Electoral Disabilities (Military Service) Removal Act 1900
- Parliament of the United Kingdom
- Long title: An Act to remove Electoral Disabilities which may arise in the case of Members of the Reserve, Militia, and Yeomanry Forces, and in the case of Volunteers, by reason of absence on the Military Service of the Crown.
- Citation: 63 & 64 Vict. c. 8

Dates
- Royal assent: 25 May 1900

Other legislation
- Repealed by: Statute Law Revision Act 1908

Status: Repealed

= Electoral Disabilities (Military Service) Removal Act 1900 =

The Electoral Disabilities (Military Service) Removal Act 1900 (63 & 64 Vict. c. 8) was an act of Parliament of the Parliament of the United Kingdom, given royal assent on 25 May 1900 and repealed in 1908.

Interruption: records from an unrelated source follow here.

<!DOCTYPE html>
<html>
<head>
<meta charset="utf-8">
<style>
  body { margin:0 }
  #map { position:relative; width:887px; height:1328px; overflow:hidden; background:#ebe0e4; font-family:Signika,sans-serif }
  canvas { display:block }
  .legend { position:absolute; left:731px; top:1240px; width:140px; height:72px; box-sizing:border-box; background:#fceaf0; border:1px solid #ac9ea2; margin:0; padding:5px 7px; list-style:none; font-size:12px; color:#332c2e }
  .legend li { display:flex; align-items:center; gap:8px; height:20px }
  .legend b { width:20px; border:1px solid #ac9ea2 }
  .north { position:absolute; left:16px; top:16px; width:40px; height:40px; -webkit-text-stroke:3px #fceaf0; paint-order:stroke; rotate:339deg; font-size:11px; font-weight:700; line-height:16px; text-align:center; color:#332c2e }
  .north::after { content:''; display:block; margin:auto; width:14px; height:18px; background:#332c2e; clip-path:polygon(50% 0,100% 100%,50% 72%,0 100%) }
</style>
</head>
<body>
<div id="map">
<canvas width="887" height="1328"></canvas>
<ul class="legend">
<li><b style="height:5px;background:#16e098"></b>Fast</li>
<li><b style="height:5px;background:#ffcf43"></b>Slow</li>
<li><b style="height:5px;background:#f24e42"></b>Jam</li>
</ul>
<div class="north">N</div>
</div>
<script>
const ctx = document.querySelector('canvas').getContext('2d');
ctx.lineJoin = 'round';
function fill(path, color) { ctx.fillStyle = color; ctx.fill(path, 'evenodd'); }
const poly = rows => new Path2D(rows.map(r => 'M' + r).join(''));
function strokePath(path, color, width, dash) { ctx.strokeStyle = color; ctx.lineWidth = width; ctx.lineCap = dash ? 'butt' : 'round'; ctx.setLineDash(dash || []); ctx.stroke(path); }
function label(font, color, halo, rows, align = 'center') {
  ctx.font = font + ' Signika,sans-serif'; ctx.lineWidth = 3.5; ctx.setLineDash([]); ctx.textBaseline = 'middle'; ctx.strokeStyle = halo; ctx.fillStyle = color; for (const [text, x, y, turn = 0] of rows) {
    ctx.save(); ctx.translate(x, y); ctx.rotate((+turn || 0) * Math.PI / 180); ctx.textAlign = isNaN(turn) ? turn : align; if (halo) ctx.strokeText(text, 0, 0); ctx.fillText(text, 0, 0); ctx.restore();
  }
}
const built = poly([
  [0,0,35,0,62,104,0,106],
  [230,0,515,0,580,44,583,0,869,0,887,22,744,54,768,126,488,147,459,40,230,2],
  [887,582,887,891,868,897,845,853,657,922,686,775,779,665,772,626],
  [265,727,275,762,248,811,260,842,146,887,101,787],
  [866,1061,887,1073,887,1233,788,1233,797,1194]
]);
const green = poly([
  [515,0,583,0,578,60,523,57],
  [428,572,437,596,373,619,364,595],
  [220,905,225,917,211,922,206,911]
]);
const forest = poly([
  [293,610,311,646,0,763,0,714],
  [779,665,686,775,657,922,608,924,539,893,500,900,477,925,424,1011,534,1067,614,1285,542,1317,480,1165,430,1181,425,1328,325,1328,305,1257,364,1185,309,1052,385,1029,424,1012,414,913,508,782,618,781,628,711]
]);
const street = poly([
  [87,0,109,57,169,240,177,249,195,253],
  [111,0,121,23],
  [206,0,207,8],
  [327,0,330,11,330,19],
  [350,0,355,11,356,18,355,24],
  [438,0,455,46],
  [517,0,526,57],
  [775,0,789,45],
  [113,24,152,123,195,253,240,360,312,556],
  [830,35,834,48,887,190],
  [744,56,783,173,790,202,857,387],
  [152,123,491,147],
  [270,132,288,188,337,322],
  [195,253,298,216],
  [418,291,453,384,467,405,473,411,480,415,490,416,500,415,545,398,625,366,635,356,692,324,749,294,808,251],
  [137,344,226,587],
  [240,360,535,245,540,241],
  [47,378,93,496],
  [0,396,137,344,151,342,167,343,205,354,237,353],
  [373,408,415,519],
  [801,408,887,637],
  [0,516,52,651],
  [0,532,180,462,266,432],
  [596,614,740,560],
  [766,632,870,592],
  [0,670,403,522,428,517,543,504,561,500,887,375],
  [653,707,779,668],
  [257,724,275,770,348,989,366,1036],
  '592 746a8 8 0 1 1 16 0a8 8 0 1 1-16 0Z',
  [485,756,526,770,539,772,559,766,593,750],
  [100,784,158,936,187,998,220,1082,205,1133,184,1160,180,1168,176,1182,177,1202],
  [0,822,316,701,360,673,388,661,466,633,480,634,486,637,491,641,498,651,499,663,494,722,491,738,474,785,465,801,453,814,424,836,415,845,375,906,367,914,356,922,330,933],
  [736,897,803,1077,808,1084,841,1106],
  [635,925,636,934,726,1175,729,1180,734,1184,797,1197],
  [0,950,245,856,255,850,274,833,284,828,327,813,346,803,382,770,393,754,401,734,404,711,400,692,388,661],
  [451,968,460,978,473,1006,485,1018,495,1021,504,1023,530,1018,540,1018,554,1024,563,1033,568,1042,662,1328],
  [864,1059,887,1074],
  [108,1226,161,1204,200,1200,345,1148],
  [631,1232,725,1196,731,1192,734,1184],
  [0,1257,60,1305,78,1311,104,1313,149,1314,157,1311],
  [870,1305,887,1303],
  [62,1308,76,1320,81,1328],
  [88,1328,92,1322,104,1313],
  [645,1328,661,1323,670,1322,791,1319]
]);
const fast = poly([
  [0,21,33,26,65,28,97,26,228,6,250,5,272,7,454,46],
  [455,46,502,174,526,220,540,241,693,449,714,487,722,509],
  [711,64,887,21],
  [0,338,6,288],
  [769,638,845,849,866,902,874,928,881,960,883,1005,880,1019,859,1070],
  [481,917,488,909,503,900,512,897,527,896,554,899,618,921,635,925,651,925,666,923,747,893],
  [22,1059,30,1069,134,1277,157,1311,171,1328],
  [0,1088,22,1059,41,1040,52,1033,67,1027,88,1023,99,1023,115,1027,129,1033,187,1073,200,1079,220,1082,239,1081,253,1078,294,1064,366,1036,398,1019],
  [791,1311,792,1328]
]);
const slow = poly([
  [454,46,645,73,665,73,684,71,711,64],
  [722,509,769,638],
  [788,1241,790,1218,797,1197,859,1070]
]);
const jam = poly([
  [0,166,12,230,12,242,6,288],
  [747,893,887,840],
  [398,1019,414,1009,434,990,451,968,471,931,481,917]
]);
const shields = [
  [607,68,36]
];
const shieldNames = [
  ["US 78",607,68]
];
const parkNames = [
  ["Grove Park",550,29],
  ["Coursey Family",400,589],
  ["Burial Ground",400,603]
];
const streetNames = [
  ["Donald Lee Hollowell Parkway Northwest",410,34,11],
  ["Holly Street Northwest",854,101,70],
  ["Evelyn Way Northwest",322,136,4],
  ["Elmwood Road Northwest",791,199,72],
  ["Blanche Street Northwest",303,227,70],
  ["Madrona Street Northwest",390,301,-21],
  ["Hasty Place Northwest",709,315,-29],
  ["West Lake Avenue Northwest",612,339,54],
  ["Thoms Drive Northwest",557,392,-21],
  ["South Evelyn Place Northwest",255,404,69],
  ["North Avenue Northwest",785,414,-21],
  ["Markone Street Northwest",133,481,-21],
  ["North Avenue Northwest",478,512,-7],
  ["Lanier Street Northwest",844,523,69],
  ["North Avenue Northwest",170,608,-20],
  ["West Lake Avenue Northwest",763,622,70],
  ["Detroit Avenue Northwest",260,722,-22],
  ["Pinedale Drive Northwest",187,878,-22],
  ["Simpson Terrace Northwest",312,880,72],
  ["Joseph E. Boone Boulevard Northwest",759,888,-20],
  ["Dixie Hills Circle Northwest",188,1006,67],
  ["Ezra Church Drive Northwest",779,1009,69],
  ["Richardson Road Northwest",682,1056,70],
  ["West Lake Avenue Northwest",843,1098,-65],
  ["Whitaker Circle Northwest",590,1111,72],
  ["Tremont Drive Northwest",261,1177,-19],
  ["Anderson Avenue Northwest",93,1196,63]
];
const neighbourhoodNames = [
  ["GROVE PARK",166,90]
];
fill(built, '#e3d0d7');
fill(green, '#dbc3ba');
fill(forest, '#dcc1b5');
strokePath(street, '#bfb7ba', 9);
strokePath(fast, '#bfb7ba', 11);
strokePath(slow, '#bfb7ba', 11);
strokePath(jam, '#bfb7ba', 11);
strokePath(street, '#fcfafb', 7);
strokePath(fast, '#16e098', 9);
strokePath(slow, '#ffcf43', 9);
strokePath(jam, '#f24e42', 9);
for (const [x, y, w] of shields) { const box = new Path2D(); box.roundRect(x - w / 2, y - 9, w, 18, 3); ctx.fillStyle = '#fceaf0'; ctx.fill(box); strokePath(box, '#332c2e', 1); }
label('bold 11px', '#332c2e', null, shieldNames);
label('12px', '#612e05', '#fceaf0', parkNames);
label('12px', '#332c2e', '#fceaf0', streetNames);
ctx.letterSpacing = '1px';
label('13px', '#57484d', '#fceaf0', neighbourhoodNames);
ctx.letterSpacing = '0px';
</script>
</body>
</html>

It held that any person on active service as part of the reserves, volunteers, yeomanry or militia, and as a result not fulfilling the residency requirement for electoral registration, was not to be disqualified from registration for this reason alone. It also provided that they were not to be disqualified if their wife or their children had received poor relief during such an absence.

The act was specifically stipulated to only apply during the duration of the South African War, though it applied to any absence on active service, whether overseas or on service within the United Kingdom. "Volunteer" applied generally, to any person enlisted for temporary service for the purposes of the war.

The act was repealed by the Statute Law Revision Act 1908, though it had by this point ceased to have any effect.